私が語りはじめた彼は
寝盗った者と寝盗られた者。その間に、寝盗られた者を裏切った者がいる。
裏切り者と寝盗った者は、物語のはるか遠景で二人だけの幸せに浸り、ほとんど不在である。
この本は、裏切られた者たちが、紡ぐ連作だ。彼らに振り回された者たちの嘆きの物語だ。
もう、途中で呪われている気分になったですよ。
『風が強く吹いている』で知った作者の本、他のも読んでみよううかと本屋で手を伸ばした。
最初のページの、漢の呂后(呂太后)を想起させるエピソードがショッキングだった。
エグい話も、グロい話も苦手だ。しかし、ここからどうなるのかが気になって気になって、棚に戻せなくなった。

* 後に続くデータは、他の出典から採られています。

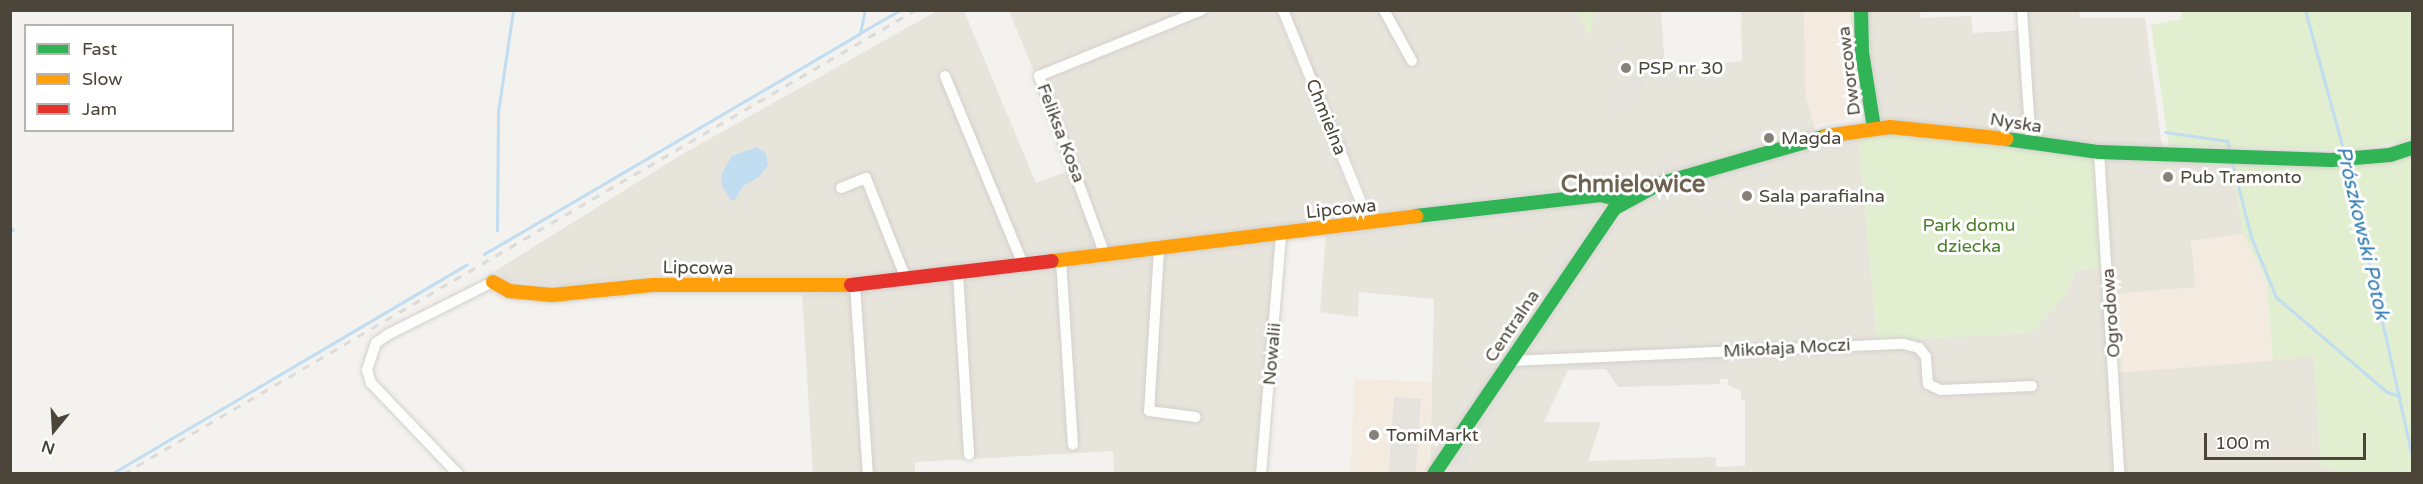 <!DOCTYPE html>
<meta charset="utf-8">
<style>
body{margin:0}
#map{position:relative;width:2423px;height:484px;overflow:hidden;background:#f4f2ee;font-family:"Varela Round",sans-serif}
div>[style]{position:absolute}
.residential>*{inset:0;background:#e7e4dc}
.commercial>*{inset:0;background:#f3ebdf;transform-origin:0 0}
.green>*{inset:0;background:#e1eecf}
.parking>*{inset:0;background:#e6e3df;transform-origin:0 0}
.water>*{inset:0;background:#c0ddf1}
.stream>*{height:3px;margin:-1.5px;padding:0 1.5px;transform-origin:1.5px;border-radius:1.5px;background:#c0ddf1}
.roads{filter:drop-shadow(0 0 2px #d2d0cb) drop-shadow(0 0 2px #d2d0cb)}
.street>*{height:10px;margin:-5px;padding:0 5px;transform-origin:5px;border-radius:5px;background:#fdfdfc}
.fast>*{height:14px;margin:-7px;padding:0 7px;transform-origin:7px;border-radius:7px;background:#30b455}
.slow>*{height:14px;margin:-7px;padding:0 7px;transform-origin:7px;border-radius:7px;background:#ff9f0a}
.jam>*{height:14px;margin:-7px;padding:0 7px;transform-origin:7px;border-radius:7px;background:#e5322d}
.rail>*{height:3px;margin-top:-1.5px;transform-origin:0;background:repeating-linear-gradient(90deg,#dbdbda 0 8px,transparent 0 16px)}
.dots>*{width:16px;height:16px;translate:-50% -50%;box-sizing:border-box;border:3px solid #fff;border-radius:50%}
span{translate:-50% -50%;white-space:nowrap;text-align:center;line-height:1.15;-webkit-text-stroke:6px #fff;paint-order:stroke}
.poi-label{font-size:18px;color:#4b4439}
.left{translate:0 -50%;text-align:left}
.street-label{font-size:18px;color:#4b4439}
.park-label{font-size:18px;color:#4a7f2a}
.water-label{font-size:20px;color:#2e7ab2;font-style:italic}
.district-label{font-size:24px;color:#6e6250;font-weight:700}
.frame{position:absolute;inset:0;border:12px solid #4b4439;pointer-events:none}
.legend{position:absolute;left:24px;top:24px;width:210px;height:108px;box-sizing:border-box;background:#fff;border:2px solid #b7b4b0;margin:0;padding:8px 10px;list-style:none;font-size:18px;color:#4b4439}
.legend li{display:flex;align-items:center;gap:12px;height:30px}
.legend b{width:30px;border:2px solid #b7b4b0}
.north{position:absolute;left:24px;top:400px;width:60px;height:60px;-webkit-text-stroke:4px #fff;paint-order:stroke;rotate:198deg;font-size:16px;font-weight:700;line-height:24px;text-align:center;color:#4b4439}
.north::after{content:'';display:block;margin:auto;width:21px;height:27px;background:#4b4439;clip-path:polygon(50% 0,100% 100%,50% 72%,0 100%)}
.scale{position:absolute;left:2204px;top:433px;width:162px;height:27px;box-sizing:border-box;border:3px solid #4b4439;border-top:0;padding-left:8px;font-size:18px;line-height:21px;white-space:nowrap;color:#4b4439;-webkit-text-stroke:4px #fff;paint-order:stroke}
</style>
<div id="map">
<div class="residential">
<div style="clip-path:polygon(937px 11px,964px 11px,1036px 183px,1074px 169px,1009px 11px,1195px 11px,1061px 68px,1213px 11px,1276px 11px,1359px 216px,896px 274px,789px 281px,648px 275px,562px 286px,508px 281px,495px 271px,686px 152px)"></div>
<div style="clip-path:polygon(evenodd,1287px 11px,1661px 11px,1665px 69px,1742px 61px,1741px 11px,1804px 11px,1806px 97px,1818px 138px,1858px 130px,1877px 341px,2031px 333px,2067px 293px,2075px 270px,2107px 268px,1874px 128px,1861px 11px,1920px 11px,1921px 18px,1971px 16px,1973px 33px,2027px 30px,2027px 11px,2079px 11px,2080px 18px,2145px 18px,2163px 154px,2231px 157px,2243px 234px,2191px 241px,2196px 287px,2115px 373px,2314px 356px,2321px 466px,2345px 473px,1446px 473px,1613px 225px,1658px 184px,1632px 181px,1375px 215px,1287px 11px,1727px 352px,1728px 385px,1741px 391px,1741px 400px,1745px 401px,1745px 466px,1716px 467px,1716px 457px,1588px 461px,1601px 422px,1544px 422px,1568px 370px,1568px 359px,1727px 352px)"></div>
<div style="clip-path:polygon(1599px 200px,1605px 206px,1430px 470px,1434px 299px,1359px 292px,1358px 317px,1320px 312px,1326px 233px)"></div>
<div style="clip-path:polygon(1274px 239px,1282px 255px,1264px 473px,1114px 473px,1113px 451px,915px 462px,915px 473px,813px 473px,802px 295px,903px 286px)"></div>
</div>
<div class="commercial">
<div style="clip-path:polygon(1804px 11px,1852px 11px,1861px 103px,1849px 118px,1814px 125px,1806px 97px)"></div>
<div style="clip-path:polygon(2243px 234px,2267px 280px,2273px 361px,2115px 373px,2110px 294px,2196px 287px,2191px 241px)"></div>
<div style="left:1354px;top:379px;width:78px;height:95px;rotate:2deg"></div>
</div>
<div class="green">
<div style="clip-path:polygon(1578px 11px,1595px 11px,1589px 38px)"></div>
<div style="clip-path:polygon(2181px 11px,2412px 11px,2412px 139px,2355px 150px,2169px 146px,2151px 25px,2181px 19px)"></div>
<div style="clip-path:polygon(1874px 128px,2099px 152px,2108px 268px,2075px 270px,2067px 293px,2031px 333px,1877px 341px,1858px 130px)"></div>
<div style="clip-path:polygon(2412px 148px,2412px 473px,2345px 473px,2321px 466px,2314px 356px,2273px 361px,2267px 281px,2243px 234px,2231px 157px,2331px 160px)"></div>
</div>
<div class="parking">
<div style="clip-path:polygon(1643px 76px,1644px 82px,1624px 105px,1612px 107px,1610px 90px,1631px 87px,1630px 78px)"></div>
<div style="clip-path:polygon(1728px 351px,1729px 379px,1720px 379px,1720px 384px,1618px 387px,1606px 369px,1568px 370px,1568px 358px)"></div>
<div style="left:1394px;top:397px;width:27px;height:76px;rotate:4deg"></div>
<div style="left:1467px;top:442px;width:9px;height:28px;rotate:32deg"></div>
</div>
<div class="water">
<div style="clip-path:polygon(757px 147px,766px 153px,768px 165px,759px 177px,743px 186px,735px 200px,731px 200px,721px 184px,722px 173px,732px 156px)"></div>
</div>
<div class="stream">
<div style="left:2305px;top:10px;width:148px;rotate:74.7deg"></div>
<div style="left:860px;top:33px;width:46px;rotate:-29.9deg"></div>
<div style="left:2165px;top:132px;width:63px;rotate:8.3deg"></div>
<div style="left:2227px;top:141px;width:12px;rotate:76deg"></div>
<div style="left:2232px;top:162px;width:77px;rotate:75.8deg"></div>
<div style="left:2251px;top:237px;width:65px;rotate:67.4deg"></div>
<div style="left:2276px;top:297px;width:146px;rotate:40.6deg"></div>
<div style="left:2387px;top:392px;width:13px;rotate:18deg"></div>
<div style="left:2347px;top:163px;width:301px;rotate:77.5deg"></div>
<div style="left:10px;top:227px;width:4px;rotate:45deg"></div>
<div style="left:497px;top:230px;width:118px;rotate:-89.5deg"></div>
<div style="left:498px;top:112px;width:103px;rotate:-81.6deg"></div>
<div style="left:484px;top:254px;width:436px;rotate:-30.4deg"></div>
<div style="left:860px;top:33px;width:24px;rotate:-78deg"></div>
<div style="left:111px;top:474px;width:413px;rotate:-30.5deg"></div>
<div style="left:2412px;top:474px;width:7px;rotate:-90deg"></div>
</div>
<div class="roads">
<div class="street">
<div style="left:1283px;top:10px;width:231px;rotate:67.9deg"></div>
<div style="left:1384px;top:10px;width:58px;rotate:61.2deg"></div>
<div style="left:2022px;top:10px;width:134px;rotate:86.2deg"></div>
<div style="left:945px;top:76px;width:204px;rotate:67.5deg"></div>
<div style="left:2099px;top:152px;width:323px;rotate:86.4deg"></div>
<div style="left:841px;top:188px;width:27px;rotate:-22deg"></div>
<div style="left:866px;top:178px;width:109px;rotate:68.4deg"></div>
<div style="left:1159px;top:249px;width:162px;rotate:93.5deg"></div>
<div style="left:1149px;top:411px;width:47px;rotate:7.3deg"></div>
<div style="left:1105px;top:255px;width:191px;rotate:-110.2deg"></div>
<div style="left:1039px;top:76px;width:176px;rotate:-22deg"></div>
<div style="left:1061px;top:260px;width:185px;rotate:86.3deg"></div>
<div style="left:958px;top:273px;width:182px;rotate:86.5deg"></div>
<div style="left:855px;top:285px;width:189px;rotate:86.1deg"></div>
<div style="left:1511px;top:361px;width:393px;rotate:-2.5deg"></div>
<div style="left:1904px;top:344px;width:16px;rotate:15deg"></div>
<div style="left:1919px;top:348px;width:11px;rotate:52deg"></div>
<div style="left:1926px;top:357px;width:27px;rotate:86deg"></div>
<div style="left:1928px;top:384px;width:14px;rotate:25deg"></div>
<div style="left:1941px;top:390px;width:91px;rotate:-2.5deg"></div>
<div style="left:458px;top:474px;width:126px;rotate:-133.7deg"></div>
<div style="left:371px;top:383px;width:14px;rotate:-107deg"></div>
<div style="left:367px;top:370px;width:28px;rotate:-72deg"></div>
<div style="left:376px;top:343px;width:16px;rotate:-35deg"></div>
<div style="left:389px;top:334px;width:116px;rotate:-26.6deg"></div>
<div style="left:1261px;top:474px;width:241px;rotate:-85.2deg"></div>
</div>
<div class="fast">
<div style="left:1861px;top:10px;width:42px;rotate:88.6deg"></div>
<div style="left:1862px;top:52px;width:77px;rotate:81deg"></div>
<div style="left:2006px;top:139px;width:94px;rotate:8deg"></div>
<div style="left:2099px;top:152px;width:232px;rotate:2deg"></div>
<div style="left:2331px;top:160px;width:59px;rotate:-4.8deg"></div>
<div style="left:2390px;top:155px;width:23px;rotate:-18deg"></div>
<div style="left:1416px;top:216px;width:186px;rotate:-6.5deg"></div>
<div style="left:1601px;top:195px;width:23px;rotate:15deg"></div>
<div style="left:1434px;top:474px;width:322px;rotate:-55.8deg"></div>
<div style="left:1615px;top:208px;width:50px;rotate:-28.6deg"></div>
<div style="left:1659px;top:184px;width:174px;rotate:-16deg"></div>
</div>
<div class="slow">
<div style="left:1826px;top:136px;width:65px;rotate:-8deg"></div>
<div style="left:1890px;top:127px;width:117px;rotate:5.9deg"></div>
<div style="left:1052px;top:261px;width:367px;rotate:-7deg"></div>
<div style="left:493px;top:282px;width:18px;rotate:29deg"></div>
<div style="left:509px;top:291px;width:43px;rotate:5.3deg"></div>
<div style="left:552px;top:295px;width:101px;rotate:-5.7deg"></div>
<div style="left:653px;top:285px;width:198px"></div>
</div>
<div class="jam">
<div style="left:851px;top:285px;width:202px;rotate:-6.8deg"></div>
</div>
</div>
<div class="rail">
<div style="left:123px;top:474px;width:918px;rotate:-30.36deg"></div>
</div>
<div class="dots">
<div style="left:1626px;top:68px;background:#868178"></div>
<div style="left:1769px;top:138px;background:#868178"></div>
<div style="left:2168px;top:177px;background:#868178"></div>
<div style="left:1747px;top:196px;background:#868178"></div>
<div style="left:1374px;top:435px;background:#868178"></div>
</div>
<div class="poi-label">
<span class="left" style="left:1638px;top:68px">PSP nr 30</span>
<span class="left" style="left:1781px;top:138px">Magda</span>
<span class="left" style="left:2180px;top:177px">Pub Tramonto</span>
<span class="left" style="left:1759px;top:196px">Sala parafialna</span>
<span class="left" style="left:1386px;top:435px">TomiMarkt</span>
</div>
<div class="street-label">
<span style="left:1849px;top:71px;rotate:-97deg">Dworcowa</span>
<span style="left:1326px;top:117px;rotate:68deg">Chmielna</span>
<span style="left:2016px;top:123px;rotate:9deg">Nyska</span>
<span style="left:1061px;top:133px;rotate:69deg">Feliksa Kosa</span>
<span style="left:1341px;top:209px;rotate:-6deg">Lipcowa</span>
<span style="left:698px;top:268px;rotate:1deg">Lipcowa</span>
<span style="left:2111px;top:313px;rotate:-94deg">Ogrodowa</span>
<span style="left:1512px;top:326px;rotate:-56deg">Centralna</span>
<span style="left:1787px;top:348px;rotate:-3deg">Mikołaja Moczi</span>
<span style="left:1272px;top:354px;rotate:-85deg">Nowalii</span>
</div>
<div class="park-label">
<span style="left:1969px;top:236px">Park domu<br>dziecka</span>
</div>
<div class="water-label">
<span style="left:2362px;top:233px;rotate:77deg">Prószkowski Potok</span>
</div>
<div class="district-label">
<span style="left:1633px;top:185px">Chmielowice</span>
</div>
<div class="frame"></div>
<ul class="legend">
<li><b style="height:8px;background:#30b455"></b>Fast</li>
<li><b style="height:8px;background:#ff9f0a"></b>Slow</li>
<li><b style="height:8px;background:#e5322d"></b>Jam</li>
</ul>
<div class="north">N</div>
<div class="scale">100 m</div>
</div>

予想外にも、そのエピソードの激しさを押し殺して、物語は表面ばかりは静かに、派手な出来事の一つもなく進む。
登場人物たちの悲嘆が、怨嗟が、懊悩が、苦悶が、憐憫が、諦念が、呪詛のように、ぐぐーっと圧迫感を持ってのしかかってくる息苦しさ。
淡々としている日常は、薄氷の下に素顔を隠している。
夫を寝盗られた妻と、恋人に裏切られて教授に見捨てられた若手研究者。妻を寝盗られた夫。父親に捨てられた息子。母親に閉じ込められて追い詰められた娘。父親に捨てられた娘と、恋人に遊ばれて捨てられて忘れ去られた男。
美しく狂え。人生を狂わされたのだ。
そして、裏切り者は、もはや何の承認も交渉もなしえない彼方に去り、振り回された者たちは、自尊心の傷つきを抱えたまま取り残される。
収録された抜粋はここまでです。